Medvedev also came with a brief to discuss the leasing of a nuclear submarine to the Indian navy. India-Russia military cooperation is back in full swing with a host of projects in the pipeline. Russia has consolidated its place as the number one arms supplier for India. But the icing on the cake is the proposed cooperation in the nuclear and space fields. Agreements were signed on Russia constructing four new nuclear power plants in India and on assisting a manned Indian space flight. Russia has offered a new power plant AES-2006, which incorporates a third generation WER-1200 reactor of 1170MW. Russia has also agreed to supply uranium worth $700 million to meet India's acute shortage.
Manmohan described the agreements as signifying a "new milestone in the history of cooperation with Russia". He added, "It is a relationship that has withstood the test of time." He acknowledged that India's dialogue with Russia has "intensified considerably". Significantly, he said the terrorist attacks on Mumbai "present a threat to pluralistic societies" [read Russia] and that "there is much Russia and India can do to promote global peace".

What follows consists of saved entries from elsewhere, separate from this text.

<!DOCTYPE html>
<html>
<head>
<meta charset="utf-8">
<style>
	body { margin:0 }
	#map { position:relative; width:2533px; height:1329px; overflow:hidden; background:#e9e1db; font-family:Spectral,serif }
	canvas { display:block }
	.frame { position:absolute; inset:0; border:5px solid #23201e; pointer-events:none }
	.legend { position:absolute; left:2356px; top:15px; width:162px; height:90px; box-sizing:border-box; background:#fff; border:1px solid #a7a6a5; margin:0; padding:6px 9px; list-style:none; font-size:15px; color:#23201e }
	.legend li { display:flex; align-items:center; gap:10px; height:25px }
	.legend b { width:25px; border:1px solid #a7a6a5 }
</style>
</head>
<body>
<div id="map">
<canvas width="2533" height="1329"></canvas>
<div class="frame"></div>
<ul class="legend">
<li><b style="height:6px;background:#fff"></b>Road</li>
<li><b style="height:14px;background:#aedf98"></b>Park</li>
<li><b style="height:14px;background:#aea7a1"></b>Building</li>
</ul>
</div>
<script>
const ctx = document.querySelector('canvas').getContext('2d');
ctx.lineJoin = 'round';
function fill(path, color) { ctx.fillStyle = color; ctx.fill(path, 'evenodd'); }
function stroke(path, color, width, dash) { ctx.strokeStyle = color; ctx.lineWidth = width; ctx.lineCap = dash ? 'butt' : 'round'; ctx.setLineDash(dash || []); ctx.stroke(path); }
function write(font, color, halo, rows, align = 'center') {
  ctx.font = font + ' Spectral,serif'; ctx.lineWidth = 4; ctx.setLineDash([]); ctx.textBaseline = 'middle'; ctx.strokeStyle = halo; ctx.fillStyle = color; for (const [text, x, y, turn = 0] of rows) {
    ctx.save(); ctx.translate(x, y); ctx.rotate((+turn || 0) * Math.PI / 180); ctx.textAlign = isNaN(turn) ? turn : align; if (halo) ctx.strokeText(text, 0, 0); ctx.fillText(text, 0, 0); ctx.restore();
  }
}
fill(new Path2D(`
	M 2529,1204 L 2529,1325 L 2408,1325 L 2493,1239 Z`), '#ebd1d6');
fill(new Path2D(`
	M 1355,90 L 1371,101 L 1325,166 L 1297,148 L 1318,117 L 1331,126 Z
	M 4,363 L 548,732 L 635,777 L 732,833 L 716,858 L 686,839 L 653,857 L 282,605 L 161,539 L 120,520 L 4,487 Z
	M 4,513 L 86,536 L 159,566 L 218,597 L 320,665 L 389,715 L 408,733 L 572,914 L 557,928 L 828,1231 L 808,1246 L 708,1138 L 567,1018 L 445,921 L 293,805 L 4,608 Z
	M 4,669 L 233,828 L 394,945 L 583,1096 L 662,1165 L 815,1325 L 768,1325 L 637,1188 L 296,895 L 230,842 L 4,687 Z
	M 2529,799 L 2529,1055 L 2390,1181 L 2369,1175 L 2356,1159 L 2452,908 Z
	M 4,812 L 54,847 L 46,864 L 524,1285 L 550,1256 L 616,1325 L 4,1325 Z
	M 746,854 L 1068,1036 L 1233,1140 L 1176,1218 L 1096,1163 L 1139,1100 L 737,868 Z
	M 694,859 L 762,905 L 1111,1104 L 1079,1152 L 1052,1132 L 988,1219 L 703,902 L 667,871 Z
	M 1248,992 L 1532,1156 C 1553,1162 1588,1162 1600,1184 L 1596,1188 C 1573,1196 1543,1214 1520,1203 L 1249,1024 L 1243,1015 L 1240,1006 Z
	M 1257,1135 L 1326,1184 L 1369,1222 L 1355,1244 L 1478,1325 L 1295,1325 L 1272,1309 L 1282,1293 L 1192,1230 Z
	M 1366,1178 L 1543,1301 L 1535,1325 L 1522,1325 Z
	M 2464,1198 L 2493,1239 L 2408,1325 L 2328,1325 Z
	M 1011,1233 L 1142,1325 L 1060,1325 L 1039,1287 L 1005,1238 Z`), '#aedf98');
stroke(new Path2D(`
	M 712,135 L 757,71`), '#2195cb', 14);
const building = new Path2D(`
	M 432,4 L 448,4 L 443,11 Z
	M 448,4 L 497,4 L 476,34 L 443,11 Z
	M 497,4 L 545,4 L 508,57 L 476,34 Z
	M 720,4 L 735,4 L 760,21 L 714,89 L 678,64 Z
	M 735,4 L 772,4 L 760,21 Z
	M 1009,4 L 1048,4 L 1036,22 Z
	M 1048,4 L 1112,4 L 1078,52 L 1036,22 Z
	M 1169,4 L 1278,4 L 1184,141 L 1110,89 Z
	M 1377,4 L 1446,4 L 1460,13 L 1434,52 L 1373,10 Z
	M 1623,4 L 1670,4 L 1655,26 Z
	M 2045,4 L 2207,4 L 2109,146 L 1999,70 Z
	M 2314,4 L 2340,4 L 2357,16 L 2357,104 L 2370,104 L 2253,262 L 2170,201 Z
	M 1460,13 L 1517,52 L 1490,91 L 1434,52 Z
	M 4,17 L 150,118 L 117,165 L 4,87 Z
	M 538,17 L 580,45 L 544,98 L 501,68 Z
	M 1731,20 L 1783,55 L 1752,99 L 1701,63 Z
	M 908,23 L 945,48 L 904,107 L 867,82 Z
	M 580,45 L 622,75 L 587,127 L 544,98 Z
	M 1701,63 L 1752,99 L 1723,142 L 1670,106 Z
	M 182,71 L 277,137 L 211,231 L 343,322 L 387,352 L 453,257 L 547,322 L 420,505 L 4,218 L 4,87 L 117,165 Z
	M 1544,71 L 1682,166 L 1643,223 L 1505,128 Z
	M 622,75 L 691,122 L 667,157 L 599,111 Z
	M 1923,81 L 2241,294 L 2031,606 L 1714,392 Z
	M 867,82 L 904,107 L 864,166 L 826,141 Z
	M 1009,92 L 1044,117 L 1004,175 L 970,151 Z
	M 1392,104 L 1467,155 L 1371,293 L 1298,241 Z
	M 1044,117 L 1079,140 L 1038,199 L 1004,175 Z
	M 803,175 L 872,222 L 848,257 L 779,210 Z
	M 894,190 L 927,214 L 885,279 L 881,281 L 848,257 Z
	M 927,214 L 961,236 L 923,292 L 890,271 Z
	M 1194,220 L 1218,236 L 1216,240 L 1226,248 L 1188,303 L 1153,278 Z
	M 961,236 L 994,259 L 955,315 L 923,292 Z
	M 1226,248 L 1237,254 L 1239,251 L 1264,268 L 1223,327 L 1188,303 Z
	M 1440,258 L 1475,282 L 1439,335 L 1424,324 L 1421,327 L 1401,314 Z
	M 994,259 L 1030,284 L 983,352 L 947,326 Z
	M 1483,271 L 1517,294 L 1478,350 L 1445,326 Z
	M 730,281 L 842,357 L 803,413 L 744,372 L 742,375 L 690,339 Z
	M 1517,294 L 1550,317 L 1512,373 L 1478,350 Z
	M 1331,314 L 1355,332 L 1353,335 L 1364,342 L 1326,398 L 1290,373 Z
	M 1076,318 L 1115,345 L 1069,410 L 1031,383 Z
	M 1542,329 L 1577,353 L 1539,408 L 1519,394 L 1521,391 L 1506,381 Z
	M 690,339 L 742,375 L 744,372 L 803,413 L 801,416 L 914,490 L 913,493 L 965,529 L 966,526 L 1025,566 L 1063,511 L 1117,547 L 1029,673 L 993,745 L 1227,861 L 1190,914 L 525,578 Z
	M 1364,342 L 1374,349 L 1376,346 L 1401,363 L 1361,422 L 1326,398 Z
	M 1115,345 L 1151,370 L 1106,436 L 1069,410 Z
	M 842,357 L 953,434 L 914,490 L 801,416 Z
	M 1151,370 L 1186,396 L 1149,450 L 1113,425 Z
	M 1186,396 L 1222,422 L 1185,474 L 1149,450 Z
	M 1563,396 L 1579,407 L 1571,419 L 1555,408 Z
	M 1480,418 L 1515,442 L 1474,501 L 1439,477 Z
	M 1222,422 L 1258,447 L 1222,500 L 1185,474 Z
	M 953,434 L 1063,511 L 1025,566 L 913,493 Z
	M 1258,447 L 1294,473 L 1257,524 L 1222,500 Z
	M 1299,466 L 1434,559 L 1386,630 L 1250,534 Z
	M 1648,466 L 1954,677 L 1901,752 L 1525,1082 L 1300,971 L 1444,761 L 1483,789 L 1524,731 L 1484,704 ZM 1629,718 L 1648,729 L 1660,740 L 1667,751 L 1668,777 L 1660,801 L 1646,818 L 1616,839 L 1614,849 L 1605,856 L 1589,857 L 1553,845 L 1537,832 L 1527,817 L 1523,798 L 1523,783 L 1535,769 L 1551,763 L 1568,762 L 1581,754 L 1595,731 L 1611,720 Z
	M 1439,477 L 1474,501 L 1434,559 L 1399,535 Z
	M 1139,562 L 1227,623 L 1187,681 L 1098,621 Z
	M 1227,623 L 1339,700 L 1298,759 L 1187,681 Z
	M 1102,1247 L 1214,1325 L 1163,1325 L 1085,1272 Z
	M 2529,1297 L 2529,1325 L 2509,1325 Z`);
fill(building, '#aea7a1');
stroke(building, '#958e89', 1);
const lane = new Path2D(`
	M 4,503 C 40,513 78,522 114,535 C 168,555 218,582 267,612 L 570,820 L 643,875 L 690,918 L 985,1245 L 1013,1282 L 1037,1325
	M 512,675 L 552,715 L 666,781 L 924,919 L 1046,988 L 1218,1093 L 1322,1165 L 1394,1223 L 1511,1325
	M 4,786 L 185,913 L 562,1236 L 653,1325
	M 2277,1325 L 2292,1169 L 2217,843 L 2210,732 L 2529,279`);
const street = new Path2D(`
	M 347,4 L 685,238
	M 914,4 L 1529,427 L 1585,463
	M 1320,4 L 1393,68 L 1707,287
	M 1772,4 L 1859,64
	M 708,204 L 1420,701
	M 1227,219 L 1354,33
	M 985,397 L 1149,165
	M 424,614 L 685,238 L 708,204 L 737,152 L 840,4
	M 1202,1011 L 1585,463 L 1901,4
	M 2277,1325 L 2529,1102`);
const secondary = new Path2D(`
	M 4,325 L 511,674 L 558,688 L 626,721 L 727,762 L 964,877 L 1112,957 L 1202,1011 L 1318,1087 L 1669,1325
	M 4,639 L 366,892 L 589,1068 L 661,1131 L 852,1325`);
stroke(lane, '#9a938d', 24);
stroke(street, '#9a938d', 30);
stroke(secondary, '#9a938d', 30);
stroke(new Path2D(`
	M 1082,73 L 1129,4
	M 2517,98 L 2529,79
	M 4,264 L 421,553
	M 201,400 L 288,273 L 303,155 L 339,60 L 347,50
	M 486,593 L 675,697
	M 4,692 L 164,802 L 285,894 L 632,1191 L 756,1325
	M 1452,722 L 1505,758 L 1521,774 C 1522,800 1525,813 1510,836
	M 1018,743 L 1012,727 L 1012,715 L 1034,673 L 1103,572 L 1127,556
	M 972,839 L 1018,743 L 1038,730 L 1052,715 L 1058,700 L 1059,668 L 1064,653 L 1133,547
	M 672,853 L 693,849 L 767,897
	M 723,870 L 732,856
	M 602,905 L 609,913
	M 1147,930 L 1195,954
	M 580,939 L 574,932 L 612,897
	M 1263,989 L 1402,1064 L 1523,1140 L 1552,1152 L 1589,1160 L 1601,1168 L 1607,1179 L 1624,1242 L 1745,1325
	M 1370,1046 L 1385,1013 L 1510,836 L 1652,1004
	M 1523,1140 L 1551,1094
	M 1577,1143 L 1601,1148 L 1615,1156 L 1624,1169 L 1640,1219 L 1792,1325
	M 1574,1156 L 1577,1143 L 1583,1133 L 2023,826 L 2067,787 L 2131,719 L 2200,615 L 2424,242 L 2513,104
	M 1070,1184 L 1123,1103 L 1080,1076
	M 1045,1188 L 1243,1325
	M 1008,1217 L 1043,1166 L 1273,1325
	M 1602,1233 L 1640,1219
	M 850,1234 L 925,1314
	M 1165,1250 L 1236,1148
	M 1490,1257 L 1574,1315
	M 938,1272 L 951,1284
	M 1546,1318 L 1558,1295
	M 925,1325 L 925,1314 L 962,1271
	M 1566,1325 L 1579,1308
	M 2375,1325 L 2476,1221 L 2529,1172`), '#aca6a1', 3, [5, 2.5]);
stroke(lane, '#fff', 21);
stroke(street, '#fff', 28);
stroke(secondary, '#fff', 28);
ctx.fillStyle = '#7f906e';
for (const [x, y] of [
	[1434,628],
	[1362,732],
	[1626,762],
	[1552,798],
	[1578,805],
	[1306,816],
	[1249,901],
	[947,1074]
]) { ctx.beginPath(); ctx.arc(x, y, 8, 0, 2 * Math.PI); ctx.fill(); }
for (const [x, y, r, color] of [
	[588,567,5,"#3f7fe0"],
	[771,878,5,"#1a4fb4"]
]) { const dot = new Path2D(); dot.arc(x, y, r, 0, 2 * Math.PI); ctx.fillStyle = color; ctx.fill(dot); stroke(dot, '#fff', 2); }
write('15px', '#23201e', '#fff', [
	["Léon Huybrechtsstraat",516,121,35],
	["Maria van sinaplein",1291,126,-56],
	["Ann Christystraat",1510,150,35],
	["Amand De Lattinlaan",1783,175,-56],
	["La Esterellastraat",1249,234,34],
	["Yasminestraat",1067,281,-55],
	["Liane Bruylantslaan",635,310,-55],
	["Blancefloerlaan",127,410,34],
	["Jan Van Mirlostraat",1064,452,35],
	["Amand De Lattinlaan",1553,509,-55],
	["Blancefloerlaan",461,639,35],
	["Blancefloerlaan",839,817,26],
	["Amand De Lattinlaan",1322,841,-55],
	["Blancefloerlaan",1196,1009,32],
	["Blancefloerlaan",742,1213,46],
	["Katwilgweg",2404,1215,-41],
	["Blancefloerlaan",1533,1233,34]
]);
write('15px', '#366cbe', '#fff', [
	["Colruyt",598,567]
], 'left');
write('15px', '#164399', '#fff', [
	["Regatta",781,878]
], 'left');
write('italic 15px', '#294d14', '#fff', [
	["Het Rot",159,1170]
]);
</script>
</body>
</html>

Clearly, the two countries have rediscovered the old élan of their friendship. They are reaching out to each other once again in a world that is in transition. Apart from the volatility in the international situation, both India and Russia sense that change is in the air in the United States' global policies, but neither would wager the extent and directions of the change. Both are acutely conscious of the inexorable decline in the US influence in world politics and the urgent need to adjust to the emergent realities of multipolarity.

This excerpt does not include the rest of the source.